İki kardeş, mutfaktan kulak kabarttılar. Babalarının yattığı odadan yükselen bu isim de neyin nesiydi. Babamız, kafayı mı yedi, diye düşündüler bir ân’lık. İkinci seslenişte küçük kardeş Celil Usta, ağabeysi Cesur Usta ile gözgöze gelip, işin mahiyetini çözmeye, anlamaya çalıştılar.
Cesur Usta:
“ Bir bak bakalım, babam niye böğürüyor.”
Celil Usta, içeriye girdiğinde babası, uzun paçalı beyaz donunun düğmelerini iliklemeye çalışıyordu. Celil, ivedi hareketle düğmeleri ilikledi.
“ Oğlum, şu sandığın içinden bayramlık elbiselerimi çıkar bakalım.”
Celil Usta’nın gizli bir sevinç düştü içine. Durup dururken babası bayramlık elbiselerini istemezdi. Yoksa Kayseri’ ye gidip anamı mı getirecek acaba? Diye düşündü. Anası gideli epey zaman olmuştu. Bunca evlilikten sonra çek git dedemin evine. Olacak iş değildi. Hadi babamı defterden sildin ya bizi de mi özlemedin ana. Bir adamın badana boya işini yaparken sohbet esnasında:
Alacak verecek kavgasına, bir de karı koca kavgasına tebelleş olmayacan usta, demişti.
Demek ki adamın bir bildiği vardı. Onun için anası ile babasının arasına girmemişti. Ne halt ederlerse etsinlerdi ama evde de bir kadın olmayınca olmuyordu işte. Erkeklerin yiyeceği nane değildi, ev işleri. Celil Usta, kafaya koymuştu ah, bir evlensin karısının sözünden çıkmayacak, kalbini hiç kırmayacaktı.

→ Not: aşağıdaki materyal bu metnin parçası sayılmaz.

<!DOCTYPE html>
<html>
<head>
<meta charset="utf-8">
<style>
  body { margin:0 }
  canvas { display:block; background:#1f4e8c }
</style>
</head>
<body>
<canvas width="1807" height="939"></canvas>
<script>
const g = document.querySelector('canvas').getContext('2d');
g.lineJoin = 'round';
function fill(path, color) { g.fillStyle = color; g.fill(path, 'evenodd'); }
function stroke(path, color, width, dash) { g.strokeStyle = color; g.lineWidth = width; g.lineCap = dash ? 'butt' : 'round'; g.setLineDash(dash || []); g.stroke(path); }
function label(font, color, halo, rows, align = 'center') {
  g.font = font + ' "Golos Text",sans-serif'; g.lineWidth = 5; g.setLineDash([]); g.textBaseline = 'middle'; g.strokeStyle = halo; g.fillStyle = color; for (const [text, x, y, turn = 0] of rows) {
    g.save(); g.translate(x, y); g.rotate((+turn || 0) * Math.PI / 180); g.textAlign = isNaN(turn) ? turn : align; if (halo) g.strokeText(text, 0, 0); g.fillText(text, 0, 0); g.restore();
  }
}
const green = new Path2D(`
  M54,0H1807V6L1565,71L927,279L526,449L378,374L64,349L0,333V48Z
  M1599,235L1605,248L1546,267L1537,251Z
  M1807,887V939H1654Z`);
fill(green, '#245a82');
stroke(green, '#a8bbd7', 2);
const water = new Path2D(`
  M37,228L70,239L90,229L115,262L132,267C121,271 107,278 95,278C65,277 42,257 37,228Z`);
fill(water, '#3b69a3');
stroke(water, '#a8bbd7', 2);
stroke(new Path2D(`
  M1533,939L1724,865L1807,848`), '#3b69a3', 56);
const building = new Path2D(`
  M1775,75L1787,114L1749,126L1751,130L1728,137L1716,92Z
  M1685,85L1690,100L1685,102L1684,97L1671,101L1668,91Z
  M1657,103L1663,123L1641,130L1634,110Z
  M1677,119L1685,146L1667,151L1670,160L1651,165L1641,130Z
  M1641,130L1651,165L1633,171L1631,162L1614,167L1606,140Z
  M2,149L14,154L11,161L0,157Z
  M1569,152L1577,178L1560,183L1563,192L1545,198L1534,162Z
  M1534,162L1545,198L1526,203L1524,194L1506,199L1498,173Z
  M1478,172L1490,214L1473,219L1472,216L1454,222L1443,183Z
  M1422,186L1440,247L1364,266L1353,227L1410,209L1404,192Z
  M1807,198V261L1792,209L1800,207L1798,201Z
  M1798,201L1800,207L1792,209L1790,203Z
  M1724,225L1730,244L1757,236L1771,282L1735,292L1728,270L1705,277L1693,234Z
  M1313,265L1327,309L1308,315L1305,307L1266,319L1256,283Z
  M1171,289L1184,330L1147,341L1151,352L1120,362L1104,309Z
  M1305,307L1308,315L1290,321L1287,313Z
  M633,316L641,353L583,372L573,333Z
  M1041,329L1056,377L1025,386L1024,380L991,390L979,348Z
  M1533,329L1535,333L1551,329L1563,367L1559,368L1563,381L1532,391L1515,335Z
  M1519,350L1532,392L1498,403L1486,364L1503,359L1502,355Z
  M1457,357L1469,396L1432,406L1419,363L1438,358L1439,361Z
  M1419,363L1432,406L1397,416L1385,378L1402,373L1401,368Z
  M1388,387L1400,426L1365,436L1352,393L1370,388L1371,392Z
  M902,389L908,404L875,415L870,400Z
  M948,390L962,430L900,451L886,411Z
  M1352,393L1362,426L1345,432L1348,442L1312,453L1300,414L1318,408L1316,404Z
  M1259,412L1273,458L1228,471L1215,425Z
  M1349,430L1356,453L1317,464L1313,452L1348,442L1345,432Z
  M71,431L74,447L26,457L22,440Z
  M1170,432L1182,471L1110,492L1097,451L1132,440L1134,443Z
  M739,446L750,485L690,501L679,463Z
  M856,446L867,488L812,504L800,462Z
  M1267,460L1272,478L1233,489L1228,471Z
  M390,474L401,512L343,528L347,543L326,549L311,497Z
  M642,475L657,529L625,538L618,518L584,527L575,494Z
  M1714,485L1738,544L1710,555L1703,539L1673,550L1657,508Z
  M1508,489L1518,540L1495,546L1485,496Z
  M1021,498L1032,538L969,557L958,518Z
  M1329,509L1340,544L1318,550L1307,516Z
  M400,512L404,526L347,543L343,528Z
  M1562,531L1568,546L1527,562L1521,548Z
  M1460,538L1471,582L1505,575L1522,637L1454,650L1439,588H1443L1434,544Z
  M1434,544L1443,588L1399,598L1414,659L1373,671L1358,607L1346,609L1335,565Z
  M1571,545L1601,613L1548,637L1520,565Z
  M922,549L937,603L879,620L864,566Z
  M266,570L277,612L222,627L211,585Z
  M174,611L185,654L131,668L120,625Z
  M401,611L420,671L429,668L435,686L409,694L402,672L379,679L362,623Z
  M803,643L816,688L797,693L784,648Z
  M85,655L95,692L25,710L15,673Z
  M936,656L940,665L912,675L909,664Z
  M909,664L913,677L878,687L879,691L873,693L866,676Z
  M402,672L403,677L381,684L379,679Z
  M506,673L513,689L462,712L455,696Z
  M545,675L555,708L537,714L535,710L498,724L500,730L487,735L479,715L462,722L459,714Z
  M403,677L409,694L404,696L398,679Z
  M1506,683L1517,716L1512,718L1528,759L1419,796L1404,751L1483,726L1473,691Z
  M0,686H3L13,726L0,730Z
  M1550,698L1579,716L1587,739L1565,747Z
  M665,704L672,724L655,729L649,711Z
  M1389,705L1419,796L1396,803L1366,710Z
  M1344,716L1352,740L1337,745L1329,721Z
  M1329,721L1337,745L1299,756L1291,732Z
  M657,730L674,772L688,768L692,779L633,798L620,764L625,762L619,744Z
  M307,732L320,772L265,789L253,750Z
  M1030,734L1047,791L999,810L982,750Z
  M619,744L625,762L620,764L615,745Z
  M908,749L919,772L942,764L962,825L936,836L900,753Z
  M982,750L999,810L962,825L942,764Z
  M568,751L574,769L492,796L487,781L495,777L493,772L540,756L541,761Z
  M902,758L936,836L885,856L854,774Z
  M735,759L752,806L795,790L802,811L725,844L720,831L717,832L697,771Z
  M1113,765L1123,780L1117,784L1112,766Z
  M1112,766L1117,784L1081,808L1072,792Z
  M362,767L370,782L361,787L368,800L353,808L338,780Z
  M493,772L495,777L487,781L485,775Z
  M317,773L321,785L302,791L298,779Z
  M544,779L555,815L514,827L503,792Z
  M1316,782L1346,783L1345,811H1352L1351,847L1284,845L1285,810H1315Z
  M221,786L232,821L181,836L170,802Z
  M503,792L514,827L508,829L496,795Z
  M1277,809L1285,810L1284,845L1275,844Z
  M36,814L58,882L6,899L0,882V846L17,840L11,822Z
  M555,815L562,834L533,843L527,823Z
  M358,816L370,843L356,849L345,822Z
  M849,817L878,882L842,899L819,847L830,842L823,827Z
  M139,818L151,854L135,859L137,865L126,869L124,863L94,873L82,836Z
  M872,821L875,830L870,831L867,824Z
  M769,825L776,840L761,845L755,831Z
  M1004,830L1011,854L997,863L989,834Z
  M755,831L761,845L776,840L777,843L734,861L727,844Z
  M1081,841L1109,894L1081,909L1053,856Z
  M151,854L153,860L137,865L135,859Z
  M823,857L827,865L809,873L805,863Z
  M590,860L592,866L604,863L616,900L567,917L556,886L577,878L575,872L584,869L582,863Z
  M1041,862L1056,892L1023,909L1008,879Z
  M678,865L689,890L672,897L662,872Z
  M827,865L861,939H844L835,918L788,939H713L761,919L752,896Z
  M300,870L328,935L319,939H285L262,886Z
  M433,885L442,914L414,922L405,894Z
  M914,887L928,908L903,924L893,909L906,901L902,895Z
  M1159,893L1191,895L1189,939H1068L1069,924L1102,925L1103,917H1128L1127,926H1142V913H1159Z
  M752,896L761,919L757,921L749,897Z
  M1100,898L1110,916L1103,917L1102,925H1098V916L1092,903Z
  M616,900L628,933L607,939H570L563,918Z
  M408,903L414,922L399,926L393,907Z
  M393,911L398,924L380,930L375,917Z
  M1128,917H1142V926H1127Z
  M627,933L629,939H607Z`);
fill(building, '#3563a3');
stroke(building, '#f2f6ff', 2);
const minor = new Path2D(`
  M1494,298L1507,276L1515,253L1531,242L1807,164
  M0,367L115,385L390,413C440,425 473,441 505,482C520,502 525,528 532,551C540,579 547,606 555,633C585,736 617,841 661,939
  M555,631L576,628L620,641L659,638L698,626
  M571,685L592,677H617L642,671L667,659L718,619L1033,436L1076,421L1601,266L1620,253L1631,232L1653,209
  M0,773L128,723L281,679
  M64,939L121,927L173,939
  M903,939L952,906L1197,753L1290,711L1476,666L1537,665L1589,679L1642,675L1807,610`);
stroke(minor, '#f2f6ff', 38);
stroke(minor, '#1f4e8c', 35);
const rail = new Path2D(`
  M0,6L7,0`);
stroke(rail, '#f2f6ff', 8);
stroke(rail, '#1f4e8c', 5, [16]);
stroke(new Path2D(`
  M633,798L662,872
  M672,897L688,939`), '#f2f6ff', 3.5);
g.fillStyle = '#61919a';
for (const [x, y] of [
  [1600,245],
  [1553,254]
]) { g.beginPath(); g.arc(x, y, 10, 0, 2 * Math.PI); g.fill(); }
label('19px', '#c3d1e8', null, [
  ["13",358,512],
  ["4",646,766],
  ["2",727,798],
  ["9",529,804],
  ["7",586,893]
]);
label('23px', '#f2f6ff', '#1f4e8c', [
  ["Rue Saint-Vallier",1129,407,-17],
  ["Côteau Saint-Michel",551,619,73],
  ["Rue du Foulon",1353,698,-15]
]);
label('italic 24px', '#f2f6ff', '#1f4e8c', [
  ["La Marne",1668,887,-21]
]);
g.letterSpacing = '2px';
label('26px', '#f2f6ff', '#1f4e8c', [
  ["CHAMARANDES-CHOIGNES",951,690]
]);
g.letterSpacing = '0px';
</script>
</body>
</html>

“ Emrin olur babacığım, hemen çıkarırım.”
“ Hah şöyle olun. Söz dinleyin biraz. “
“Babacığım hayırdır, bayram değil seyran değil, bayramlık elbiseleri de neyin nesi? “
Derin bir ah çekti Hüseyin Usta.
Derin bir ahın ardından Celil Usta, “ anamın hasretiyle ölüyor ne de olsa,” diye içinden geçirdi ya yine de merak etti.
“ Anam seni görünce kimbilir ne kadar sevinecektir.”
“ Ananın canı çıksın! ”
Sevdiğinden söylüyor olmalıydı. Gülümsedi Celil Usta. Babasının bayramlık elbiselerini giydirdi. Paltosu da askıdaydı.
“Bu ayazda sokağa çıkmak olur mu baba, yollar belki de kapalıdır. Ta Kayseri’ ye nasıl gidecen. Hadi Kayseri’ ye gittin, köy yolları kesinlikle kapalıdır.”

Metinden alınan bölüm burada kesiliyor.